Bruno Haible <[email protected]> writes: > Therefore I would now like to actually do it.
Thanks for working on this, it is important!
Maybe I am getting old, but one year seems like a fairly short period of
time. The list would be shortened with the following names if we used
two years:
Daiki Ueno
Dmitry V. Levin
Eric Blake
Siddhesh Poyarekar
So not radically different actually. It would be bad if this excercise
lead to less contributions.
How about using the one-year time frame, but give the person 6 months of
time after an email notifying them about this situation to make another
contribution and thus stay as committer?
> So, the list of people (to notify per mail and to remove from the
> membership list on savannah) are the following:
It would be nice to explain the reason for doing this, so nobody takes
offence. If I lost write permission to a project without a clear
justification that clearly doing so was for the benefit of the project,
I could feel that it was personal and feel offended. It could be brief,
just a paragraph or two. It could be part of the GNU maintainers
manual, to recommend once every year prune the list of people who have
write access to a project if they didn't use it. Maybe an email would
be a way to get people back into contributing? Having clear policies
helps everyone and usually reduces friction.

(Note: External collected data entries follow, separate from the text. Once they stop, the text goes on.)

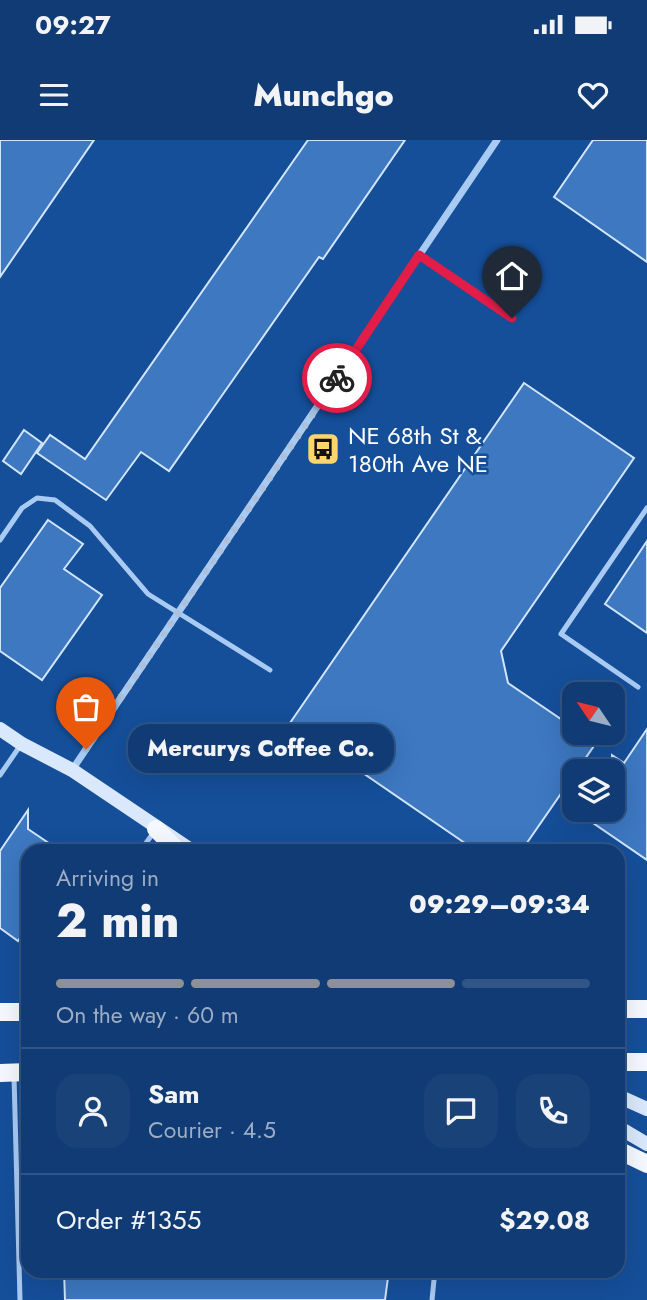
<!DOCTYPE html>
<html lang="en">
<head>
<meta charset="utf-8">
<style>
	:root { --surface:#103b74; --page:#194279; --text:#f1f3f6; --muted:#9cadc5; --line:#305586; --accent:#8c9099 }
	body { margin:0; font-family:Jost,sans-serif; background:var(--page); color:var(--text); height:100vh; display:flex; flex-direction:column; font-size:26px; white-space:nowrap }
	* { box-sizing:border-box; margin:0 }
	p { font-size:23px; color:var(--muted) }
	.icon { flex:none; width:38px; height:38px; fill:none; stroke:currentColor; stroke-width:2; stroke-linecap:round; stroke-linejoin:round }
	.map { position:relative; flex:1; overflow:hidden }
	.drawer { position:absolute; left:21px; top:704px; width:604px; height:434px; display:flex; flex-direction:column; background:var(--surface); border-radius:21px; box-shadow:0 7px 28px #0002,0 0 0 2px var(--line) }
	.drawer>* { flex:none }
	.needle { width:46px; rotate:305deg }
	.fabs { position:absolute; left:562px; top:542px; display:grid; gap:14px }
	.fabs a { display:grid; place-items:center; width:63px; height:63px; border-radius:14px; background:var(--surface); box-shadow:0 7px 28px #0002,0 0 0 2px var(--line); font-size:35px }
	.pin { position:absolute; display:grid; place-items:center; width:60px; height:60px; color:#fff; margin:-72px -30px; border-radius:50% 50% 50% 0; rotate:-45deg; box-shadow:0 0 7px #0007 }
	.pin .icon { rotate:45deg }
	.courier { position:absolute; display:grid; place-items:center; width:70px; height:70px; margin:-35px; border:5px solid #e11d48; border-radius:50%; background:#fff; color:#222; box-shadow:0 2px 9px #0007 }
	.bubble { position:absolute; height:49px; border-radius:21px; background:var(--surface); box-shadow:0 7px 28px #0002,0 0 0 2px var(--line); font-size:23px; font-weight:800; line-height:49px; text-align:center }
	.headline em { font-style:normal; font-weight:800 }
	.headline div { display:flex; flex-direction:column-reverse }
	.headline { display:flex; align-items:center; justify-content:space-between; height:119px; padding:0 35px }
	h1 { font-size:46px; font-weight:800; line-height:52px }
	.bar { display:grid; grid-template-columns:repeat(4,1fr); gap:10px 7px; align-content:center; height:84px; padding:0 35px }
	.bar i { height:9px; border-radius:5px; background:var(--line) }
	.bar .on { background:var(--accent) }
	.bar p { grid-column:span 4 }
	.line { display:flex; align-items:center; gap:18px; padding:0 35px; border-top:2px solid var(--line) }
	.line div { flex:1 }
	.round { display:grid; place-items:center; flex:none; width:74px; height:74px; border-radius:21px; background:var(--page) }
	.status { display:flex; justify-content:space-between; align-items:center; height:49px; padding:0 35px; background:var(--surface); direction:ltr }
	.status svg { height:19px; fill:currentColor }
	header { display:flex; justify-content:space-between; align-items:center; height:91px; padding:0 35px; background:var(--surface); font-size:32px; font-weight:800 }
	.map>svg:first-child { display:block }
</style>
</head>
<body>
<div class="status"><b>09:27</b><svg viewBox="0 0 49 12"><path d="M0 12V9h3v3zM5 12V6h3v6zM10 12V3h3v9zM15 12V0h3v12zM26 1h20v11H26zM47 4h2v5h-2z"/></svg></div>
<header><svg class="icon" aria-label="menu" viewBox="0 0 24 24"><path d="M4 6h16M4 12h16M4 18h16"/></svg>Munchgo<svg class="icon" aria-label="heart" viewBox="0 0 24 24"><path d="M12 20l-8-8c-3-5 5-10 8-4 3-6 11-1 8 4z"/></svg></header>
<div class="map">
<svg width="647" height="1160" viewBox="0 0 647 1160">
	<rect width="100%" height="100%" fill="#154f9a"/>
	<g fill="#3d78c1" stroke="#d1e5fd" stroke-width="2">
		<polygon points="0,0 94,0 0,137"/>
		<polygon points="308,0 405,0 323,119 319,117 169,331 141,312 106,360 37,313 50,295 85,319"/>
		<polygon points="593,0 647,0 647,122 554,57"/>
		<polygon points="524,243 634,318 501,511 508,543 574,588 574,593 581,593 596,603 522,710 475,710 290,583"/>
		<polygon points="24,290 42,303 21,334 3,321"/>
		<polygon points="48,380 83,404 64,429 102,455 42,540 0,511 0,448"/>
		<polygon points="647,401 647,493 605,464"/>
		<polygon points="647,589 647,720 574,670 612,670 612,615 624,623"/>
		<polygon points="28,670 28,689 59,710 28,710 28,786 18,801 0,788 0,711"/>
		<polygon points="64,1130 389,1130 385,1160 65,1160"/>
	</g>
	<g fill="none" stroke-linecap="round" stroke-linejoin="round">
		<g stroke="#a9cbf3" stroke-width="5">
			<polyline points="419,115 511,178"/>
			<polyline points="0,400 22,368 37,358 55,360 90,386 148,454 270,530"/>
			<polyline points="638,547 561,494 647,368"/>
			<polyline points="0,635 20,606"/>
			<polyline points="141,710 154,692"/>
			<polyline points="14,936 20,1160"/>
			<polyline points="432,1160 435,1130"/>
		</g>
		<polyline stroke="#a9cbf3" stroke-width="7" points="72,630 497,0"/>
		<g stroke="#d9e8fc" stroke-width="14">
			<polyline points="0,589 22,604 72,630 191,710"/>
			<polyline points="618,956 647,969"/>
			<polyline points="618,987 647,1004"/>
		</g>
		<g stroke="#f5f9ff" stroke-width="18">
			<polyline points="156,689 177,710"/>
			<polyline points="618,869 647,869"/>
			<polyline points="0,872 28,872"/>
			<polyline points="618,922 647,922"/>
			<polyline points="0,933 28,932"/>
			<polyline points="618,1010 647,1024"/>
		</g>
	</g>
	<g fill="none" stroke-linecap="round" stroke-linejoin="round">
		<polyline stroke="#adc1dc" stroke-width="7" stroke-dasharray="0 12.6" points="86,609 337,238"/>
		<polyline stroke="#e11d48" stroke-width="9" points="337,238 419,115 512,178"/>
	</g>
	<defs>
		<symbol id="bus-square" viewBox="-11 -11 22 22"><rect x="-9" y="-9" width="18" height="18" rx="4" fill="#ffd46b" stroke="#154f9a"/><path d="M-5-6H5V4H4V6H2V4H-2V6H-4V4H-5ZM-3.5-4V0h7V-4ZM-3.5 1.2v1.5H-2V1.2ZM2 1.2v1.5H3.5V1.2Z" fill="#111"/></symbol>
	</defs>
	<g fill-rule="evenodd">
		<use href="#bus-square" x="304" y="290" width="38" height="38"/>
	</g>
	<g text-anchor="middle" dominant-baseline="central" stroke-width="5" stroke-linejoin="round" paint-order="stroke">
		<g font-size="24" fill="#fff" stroke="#154f9a" text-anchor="start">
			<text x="348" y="295">NE 68th St &amp;<tspan x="348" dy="28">180th Ave NE</tspan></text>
		</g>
	</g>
</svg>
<div class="fabs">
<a><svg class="needle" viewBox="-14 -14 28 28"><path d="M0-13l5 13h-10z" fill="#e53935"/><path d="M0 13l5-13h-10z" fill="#9cadc5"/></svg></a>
<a><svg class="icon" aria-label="layers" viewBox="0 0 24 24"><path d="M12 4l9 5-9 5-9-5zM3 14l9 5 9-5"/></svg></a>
</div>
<div class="pin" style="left:86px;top:609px;background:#ea580c"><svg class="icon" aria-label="bag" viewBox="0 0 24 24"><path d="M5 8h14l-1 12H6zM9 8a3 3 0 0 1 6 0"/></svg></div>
<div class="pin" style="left:512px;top:178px;background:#1f2937"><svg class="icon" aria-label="home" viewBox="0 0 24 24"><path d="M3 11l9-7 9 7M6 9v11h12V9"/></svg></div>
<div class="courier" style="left:337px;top:238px"><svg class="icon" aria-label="bike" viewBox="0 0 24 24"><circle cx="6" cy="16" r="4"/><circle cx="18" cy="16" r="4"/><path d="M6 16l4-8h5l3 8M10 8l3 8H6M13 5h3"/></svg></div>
<div class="bubble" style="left:128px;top:584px;width:266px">Mercurys Coffee Co.</div>
<section class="drawer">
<div class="headline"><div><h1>2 min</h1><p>Arriving in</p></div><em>09:29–09:34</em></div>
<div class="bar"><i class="on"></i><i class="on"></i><i class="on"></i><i></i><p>On the way · 60 m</p></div>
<div class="line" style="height:126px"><a class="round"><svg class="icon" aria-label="person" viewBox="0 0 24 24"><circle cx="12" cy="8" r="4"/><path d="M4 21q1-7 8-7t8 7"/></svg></a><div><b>Sam</b><p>Courier · 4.5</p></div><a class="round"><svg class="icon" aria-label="chat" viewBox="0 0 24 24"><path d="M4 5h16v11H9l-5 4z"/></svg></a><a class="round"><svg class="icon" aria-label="phone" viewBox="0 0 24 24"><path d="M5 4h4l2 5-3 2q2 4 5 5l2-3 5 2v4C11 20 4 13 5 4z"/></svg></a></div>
<div class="line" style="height:91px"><div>Order #1355</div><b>$29.08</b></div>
</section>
</div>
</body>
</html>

How about this:
Hi. We have seen that you haven't used your write access to the
gnulib project within one year, and we miss you! To improve
robustness against supply-chain attacks, and thus increase our
trustworthyness, we believe write permissions should be restricted to
those that use it regulary. This is more of a request that you come
back than a good bye! If the write permission has not been used by
you within 6 months, we will remove it -- but as a previous
contributor, re-establishing write permissions should be a smooth
process whenever you are ready to contribute again!